*Exercise directions:* Which lines of the data include the string "above"? List them all.

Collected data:
=== Begin Enclosure ===
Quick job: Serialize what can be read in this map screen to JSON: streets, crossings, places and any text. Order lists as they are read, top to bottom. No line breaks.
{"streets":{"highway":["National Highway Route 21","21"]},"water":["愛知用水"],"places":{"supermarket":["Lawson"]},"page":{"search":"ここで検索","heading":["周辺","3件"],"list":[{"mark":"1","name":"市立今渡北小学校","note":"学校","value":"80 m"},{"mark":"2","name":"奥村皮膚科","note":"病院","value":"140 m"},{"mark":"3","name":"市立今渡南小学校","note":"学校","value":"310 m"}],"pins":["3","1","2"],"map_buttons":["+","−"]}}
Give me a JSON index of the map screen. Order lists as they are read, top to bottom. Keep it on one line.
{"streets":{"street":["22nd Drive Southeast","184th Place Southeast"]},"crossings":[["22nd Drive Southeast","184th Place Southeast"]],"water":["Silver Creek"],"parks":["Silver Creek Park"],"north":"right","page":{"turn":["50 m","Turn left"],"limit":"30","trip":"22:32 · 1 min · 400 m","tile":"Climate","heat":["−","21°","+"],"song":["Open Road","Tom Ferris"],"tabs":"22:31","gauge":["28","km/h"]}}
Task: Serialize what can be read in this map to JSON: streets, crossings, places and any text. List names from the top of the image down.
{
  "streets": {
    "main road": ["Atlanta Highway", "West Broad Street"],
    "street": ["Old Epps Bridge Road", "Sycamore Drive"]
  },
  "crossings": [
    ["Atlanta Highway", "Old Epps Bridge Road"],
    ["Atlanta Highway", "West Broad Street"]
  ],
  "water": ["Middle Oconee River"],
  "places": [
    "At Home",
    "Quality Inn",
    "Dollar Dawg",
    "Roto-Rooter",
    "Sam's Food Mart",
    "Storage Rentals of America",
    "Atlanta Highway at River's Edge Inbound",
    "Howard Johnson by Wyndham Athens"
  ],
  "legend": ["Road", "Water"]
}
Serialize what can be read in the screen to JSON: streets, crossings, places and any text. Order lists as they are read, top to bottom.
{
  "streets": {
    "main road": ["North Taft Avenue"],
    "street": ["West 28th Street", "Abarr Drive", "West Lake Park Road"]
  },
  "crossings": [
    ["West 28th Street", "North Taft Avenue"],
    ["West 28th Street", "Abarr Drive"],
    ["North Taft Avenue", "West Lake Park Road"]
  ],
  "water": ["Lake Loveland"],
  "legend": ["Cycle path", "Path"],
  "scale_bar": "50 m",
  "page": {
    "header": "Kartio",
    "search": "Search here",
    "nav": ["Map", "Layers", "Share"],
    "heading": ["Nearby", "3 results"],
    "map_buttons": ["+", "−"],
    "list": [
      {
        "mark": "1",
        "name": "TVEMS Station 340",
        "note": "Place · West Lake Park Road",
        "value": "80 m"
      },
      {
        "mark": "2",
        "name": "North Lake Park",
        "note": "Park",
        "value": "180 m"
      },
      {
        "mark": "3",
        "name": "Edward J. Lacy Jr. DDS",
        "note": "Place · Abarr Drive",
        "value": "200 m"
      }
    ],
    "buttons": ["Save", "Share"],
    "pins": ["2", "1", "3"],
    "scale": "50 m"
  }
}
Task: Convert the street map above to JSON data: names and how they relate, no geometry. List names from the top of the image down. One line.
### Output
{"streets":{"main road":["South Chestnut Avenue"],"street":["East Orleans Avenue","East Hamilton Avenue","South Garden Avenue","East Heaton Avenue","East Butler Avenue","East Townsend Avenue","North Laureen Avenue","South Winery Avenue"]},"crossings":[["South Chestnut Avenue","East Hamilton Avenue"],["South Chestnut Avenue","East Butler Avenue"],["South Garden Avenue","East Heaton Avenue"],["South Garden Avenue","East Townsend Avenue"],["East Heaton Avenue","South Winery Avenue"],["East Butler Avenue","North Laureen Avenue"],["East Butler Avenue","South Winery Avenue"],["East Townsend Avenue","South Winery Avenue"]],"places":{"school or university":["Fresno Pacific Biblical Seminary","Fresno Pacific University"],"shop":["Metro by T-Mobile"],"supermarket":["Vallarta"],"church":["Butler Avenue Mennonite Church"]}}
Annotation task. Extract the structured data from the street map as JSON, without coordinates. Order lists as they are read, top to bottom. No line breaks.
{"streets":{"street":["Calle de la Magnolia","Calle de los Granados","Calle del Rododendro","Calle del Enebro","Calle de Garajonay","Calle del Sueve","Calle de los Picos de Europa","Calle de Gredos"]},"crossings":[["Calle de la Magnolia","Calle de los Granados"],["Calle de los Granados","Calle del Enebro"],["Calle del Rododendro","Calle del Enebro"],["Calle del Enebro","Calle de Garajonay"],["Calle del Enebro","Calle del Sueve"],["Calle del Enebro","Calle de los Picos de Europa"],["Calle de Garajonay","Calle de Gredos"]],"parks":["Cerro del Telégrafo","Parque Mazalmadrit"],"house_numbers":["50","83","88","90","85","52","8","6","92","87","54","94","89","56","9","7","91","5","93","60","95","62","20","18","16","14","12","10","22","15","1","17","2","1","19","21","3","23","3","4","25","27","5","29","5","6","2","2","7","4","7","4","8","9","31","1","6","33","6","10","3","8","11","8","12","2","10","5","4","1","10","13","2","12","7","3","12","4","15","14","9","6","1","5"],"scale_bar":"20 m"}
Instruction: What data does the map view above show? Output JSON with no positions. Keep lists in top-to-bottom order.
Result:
=== End Enclosure ===
*Reply to the exercise:*
Task: Convert the street map above to JSON data: names and how they relate, no geometry. List names from the top of the image down. One line.
Instruction: What data does the map view above show? Output JSON with no positions. Keep lists in top-to-bottom order.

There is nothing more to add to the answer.